== WHAT TO DO ==
Among the records that follow, how many lines include the string "data"? Only the number is wanted.

(Saved entries)
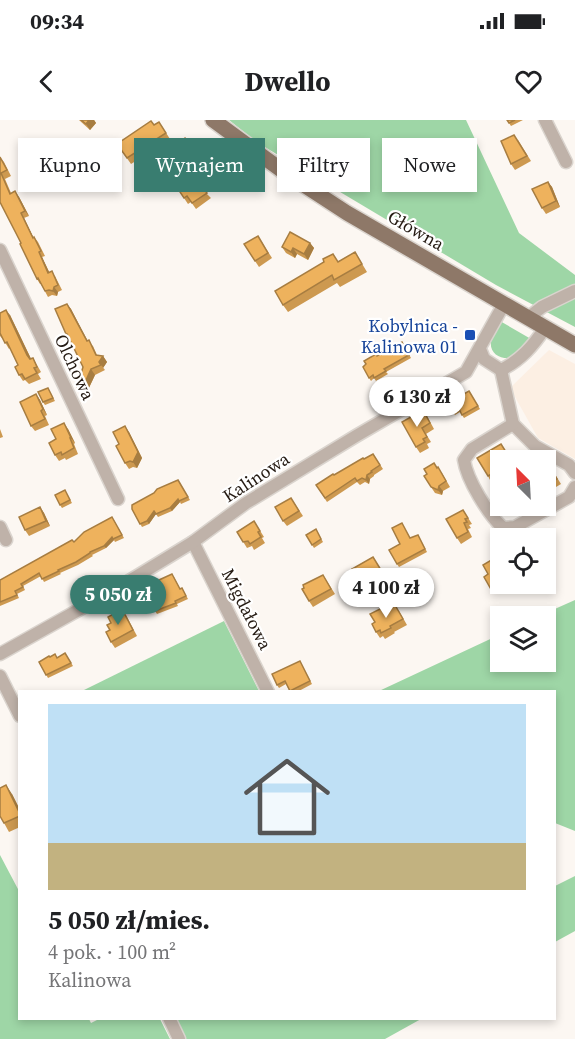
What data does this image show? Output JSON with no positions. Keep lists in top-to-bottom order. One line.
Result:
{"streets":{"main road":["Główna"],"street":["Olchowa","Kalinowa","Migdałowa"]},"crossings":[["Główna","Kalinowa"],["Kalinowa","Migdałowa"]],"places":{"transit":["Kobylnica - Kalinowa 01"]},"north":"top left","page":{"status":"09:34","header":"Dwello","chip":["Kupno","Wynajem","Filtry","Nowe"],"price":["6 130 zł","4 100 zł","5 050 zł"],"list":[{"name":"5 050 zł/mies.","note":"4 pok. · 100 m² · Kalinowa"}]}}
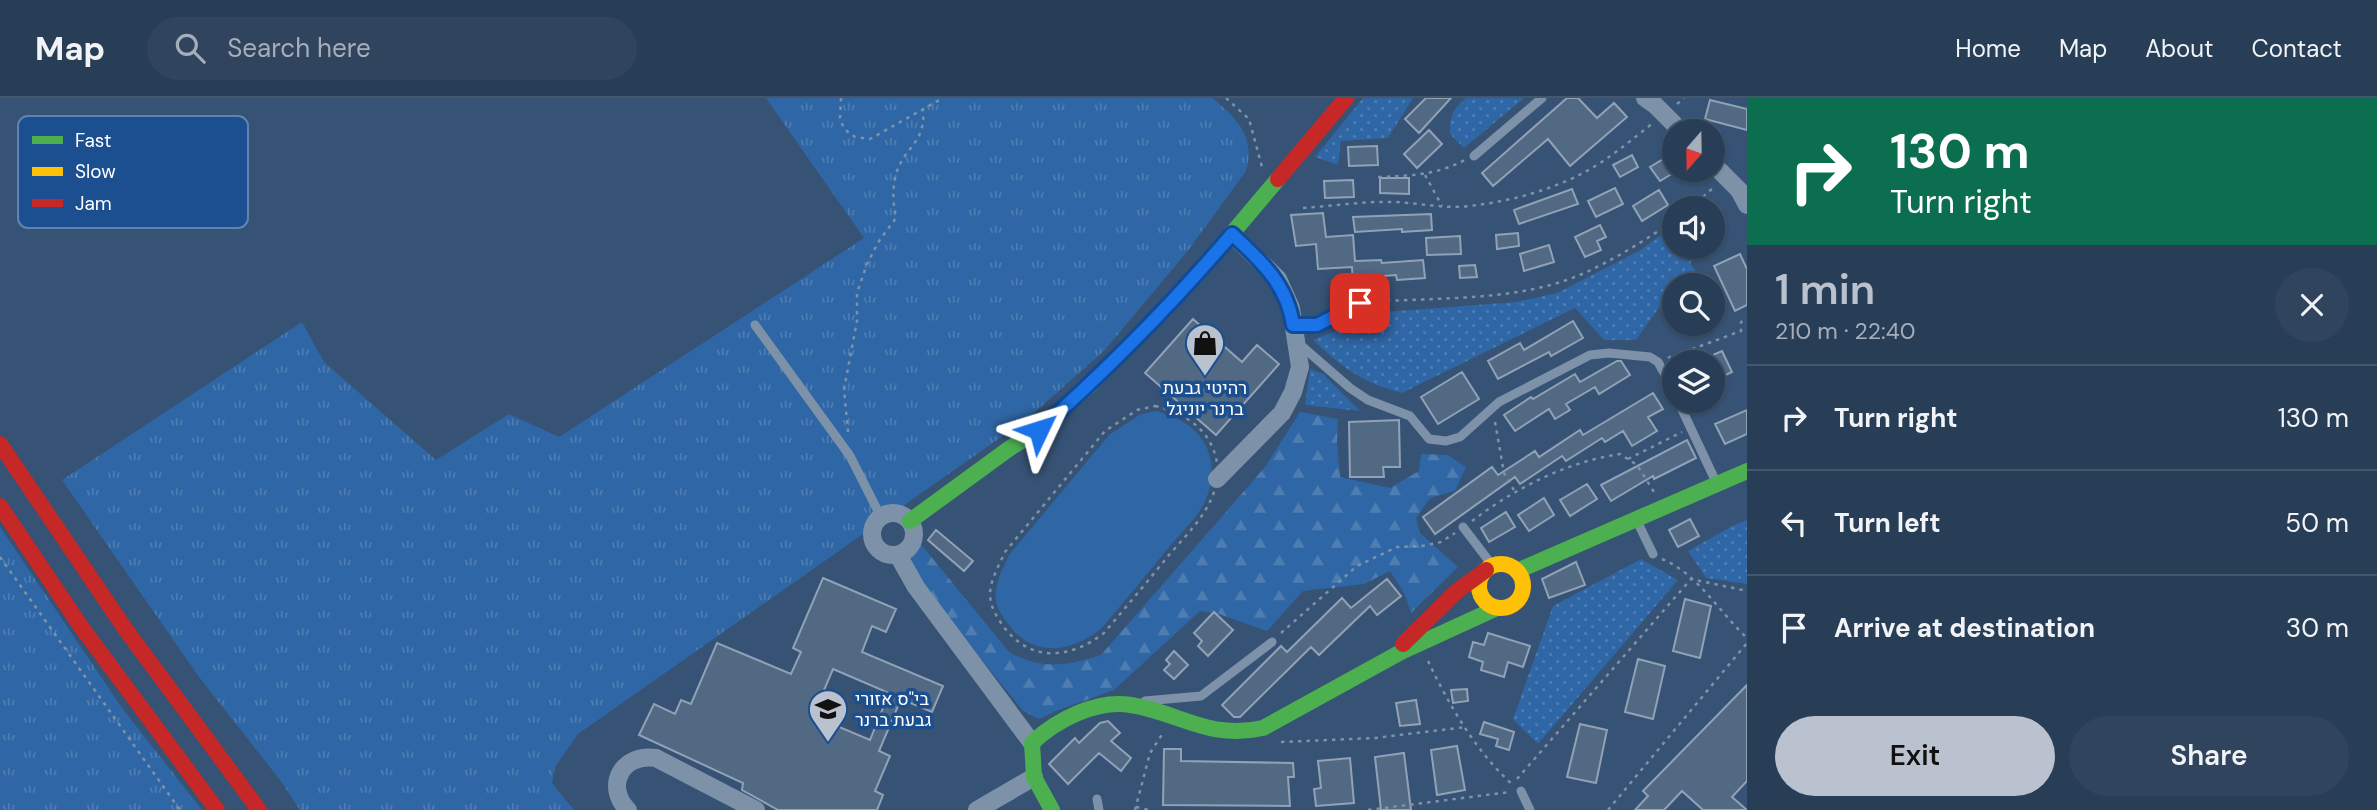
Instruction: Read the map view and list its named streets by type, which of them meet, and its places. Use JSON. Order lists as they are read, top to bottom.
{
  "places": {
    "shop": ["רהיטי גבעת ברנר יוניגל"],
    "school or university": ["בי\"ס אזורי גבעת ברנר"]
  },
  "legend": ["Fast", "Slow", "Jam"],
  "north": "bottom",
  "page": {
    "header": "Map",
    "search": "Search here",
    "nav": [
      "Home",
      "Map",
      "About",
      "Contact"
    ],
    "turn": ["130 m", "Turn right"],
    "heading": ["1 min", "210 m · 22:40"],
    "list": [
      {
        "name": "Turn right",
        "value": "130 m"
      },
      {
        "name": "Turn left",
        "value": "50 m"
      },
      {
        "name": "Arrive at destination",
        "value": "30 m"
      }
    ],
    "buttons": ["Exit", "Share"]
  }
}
--
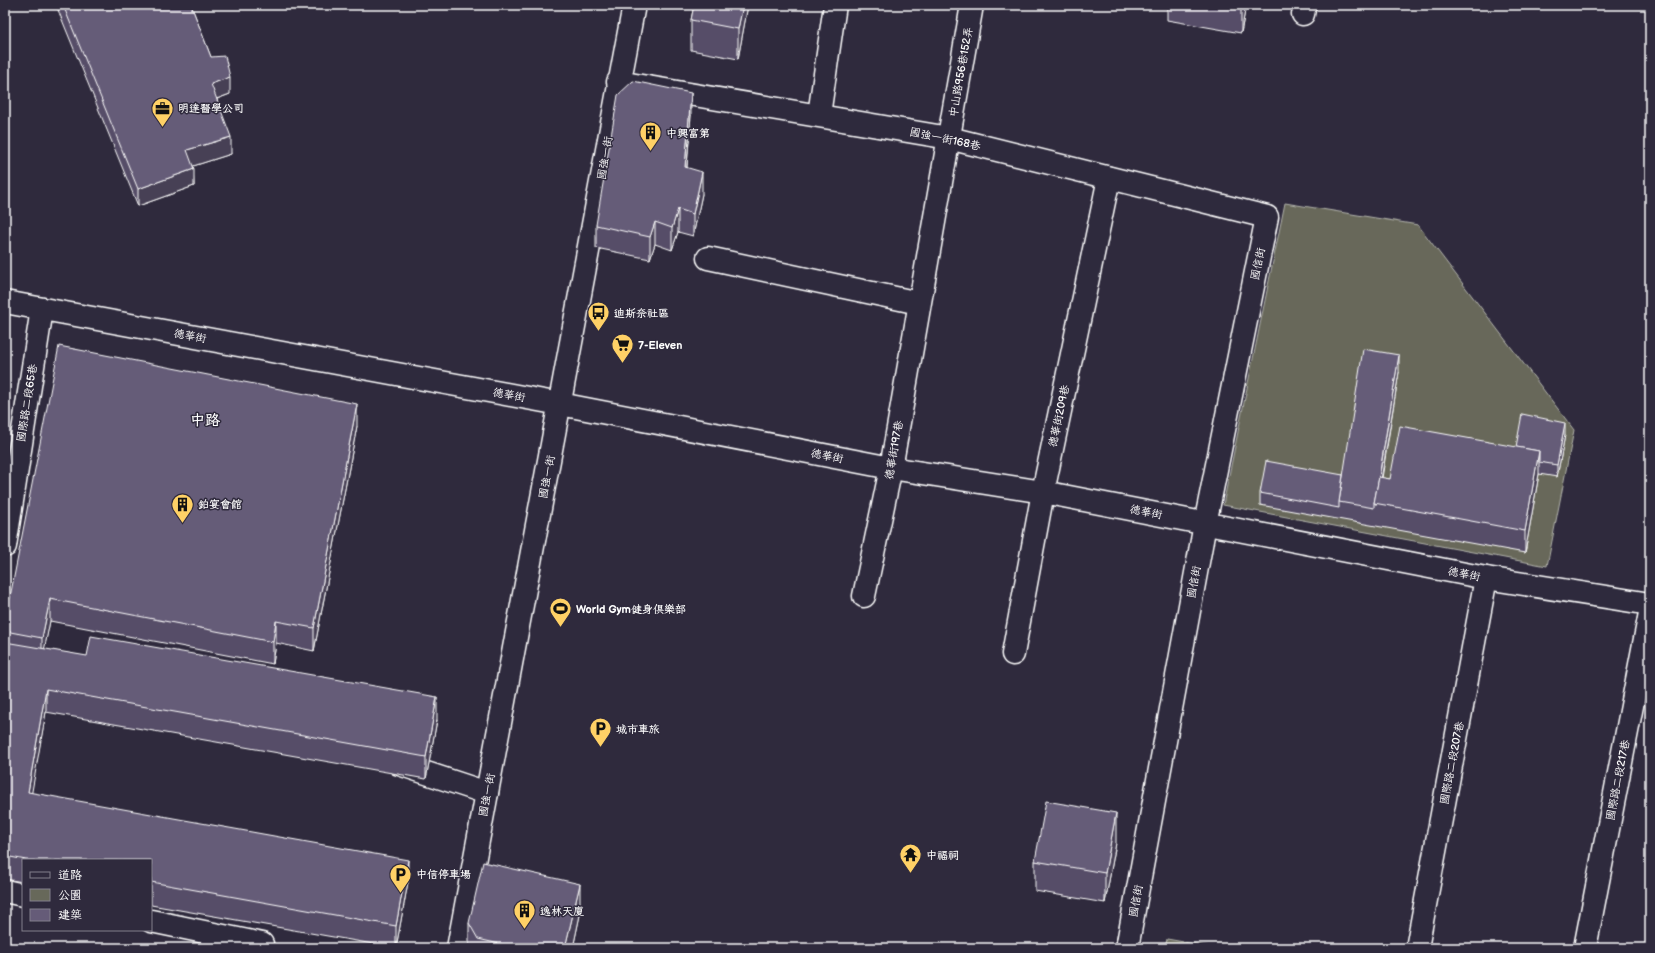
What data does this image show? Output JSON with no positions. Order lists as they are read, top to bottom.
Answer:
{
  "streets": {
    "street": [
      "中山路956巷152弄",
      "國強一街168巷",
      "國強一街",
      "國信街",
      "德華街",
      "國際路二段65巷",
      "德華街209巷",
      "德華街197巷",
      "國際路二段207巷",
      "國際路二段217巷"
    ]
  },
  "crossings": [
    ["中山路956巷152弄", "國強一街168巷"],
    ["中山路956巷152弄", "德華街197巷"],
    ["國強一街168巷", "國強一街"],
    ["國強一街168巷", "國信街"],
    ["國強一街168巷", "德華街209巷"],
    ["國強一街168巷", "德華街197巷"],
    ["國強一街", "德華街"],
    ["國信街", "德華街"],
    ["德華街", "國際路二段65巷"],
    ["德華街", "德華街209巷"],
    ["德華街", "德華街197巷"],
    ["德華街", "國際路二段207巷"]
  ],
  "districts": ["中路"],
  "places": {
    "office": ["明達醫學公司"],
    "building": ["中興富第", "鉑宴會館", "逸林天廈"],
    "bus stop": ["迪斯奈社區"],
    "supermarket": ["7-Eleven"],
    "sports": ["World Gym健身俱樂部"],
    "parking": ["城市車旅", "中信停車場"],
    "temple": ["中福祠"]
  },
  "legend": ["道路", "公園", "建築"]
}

== ANSWER BOX ==
2